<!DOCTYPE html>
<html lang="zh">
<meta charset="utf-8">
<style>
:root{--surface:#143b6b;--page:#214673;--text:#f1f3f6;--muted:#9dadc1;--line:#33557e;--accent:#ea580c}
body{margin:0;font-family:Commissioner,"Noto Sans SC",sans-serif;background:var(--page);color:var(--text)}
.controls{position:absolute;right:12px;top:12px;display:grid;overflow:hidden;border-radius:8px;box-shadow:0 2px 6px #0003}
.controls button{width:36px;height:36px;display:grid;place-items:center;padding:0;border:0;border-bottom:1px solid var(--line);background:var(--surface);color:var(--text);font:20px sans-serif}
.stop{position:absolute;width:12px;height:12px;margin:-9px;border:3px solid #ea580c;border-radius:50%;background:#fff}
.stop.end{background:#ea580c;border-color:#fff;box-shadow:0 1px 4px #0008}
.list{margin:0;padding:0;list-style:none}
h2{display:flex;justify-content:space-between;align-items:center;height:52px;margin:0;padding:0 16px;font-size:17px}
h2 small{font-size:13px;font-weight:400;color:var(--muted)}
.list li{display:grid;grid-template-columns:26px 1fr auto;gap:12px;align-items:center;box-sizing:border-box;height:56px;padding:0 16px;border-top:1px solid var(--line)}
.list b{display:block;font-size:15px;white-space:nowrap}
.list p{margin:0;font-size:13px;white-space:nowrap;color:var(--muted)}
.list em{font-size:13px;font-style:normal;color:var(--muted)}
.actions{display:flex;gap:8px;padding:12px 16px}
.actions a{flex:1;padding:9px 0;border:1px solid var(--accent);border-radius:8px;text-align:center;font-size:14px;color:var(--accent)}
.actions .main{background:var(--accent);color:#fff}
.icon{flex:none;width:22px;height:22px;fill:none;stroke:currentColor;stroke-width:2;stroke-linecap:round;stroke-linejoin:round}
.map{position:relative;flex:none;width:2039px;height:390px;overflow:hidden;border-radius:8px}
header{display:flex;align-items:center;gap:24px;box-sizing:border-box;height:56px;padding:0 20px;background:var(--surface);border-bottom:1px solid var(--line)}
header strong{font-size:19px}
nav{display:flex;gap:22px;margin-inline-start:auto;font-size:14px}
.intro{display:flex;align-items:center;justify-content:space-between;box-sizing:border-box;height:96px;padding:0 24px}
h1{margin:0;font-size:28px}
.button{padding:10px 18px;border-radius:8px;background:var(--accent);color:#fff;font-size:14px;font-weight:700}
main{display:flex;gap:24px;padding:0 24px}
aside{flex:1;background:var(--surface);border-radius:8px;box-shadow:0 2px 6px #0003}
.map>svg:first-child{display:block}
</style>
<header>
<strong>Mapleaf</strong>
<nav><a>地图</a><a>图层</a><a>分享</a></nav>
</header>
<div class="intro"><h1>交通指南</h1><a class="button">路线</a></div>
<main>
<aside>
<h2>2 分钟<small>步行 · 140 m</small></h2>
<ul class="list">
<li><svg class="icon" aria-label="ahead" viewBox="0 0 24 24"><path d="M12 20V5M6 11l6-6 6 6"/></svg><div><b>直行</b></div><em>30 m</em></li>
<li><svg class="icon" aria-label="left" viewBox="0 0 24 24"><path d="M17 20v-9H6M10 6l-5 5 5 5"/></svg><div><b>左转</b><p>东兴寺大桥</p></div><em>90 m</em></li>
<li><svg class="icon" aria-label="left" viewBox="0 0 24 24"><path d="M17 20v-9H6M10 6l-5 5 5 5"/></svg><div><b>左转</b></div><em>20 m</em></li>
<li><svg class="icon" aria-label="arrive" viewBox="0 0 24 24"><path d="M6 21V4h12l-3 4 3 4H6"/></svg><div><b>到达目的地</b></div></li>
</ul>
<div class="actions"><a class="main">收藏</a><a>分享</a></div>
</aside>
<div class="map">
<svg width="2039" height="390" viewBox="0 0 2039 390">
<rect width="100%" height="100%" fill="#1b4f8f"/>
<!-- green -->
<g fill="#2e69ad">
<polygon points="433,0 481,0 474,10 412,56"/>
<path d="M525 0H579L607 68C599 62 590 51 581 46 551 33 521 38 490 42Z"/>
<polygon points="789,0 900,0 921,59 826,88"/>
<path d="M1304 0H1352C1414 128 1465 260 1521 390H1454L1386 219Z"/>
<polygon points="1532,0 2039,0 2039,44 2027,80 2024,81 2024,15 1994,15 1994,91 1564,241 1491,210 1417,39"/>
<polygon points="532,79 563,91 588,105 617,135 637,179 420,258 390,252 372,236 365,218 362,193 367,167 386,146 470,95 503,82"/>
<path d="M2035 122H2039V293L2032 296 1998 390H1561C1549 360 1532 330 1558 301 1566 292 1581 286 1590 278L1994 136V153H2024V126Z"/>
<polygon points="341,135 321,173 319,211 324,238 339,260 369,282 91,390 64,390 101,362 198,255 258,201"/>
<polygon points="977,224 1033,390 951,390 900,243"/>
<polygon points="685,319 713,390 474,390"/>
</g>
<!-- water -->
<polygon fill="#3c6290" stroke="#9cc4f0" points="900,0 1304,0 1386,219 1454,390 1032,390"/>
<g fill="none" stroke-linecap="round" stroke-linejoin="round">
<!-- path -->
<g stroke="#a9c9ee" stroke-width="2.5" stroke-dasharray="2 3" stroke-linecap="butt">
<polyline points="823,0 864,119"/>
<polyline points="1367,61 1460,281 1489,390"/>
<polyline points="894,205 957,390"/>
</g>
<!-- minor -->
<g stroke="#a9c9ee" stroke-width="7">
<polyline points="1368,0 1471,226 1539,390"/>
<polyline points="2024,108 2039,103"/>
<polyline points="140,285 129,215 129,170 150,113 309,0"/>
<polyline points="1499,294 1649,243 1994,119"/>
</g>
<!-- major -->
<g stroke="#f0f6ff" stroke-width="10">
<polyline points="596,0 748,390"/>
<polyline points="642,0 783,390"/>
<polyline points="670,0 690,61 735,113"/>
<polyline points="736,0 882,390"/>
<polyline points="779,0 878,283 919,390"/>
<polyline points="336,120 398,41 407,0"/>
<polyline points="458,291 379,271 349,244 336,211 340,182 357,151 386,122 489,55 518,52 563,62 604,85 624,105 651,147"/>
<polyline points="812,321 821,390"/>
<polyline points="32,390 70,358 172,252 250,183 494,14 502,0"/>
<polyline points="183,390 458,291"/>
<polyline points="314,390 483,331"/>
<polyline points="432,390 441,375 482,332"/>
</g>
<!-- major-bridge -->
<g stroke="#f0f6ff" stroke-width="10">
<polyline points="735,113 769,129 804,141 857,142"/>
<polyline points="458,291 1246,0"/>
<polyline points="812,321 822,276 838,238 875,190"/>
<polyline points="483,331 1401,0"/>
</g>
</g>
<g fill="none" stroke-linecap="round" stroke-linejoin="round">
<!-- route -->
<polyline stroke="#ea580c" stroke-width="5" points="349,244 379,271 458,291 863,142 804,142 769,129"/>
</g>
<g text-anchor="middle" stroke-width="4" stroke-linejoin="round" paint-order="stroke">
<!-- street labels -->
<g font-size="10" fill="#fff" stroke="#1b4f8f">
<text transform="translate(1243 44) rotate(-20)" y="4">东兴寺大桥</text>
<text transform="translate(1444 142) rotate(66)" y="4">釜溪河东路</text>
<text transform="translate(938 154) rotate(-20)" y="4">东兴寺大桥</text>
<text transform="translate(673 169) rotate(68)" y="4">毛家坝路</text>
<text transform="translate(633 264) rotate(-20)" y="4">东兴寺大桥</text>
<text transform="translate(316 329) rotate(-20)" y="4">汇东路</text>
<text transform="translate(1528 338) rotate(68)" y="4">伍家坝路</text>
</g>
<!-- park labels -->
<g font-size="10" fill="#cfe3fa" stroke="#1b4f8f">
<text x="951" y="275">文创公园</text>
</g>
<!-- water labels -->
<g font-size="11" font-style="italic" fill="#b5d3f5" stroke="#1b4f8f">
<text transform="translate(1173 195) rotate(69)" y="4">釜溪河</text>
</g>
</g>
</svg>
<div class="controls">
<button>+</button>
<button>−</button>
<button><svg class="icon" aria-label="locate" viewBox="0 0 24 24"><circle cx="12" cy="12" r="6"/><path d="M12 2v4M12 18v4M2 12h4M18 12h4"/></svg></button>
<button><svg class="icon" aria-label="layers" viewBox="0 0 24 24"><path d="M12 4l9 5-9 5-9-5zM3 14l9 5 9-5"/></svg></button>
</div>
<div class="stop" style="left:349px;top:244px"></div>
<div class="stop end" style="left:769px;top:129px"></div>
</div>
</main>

........

= Work instruction =
Only lines holding the word "white" are wanted, so copy each of them from the records above.

= Written answer =
.list b{display:block;font-size:15px;white-space:nowrap}
.list p{margin:0;font-size:13px;white-space:nowrap;color:var(--muted)}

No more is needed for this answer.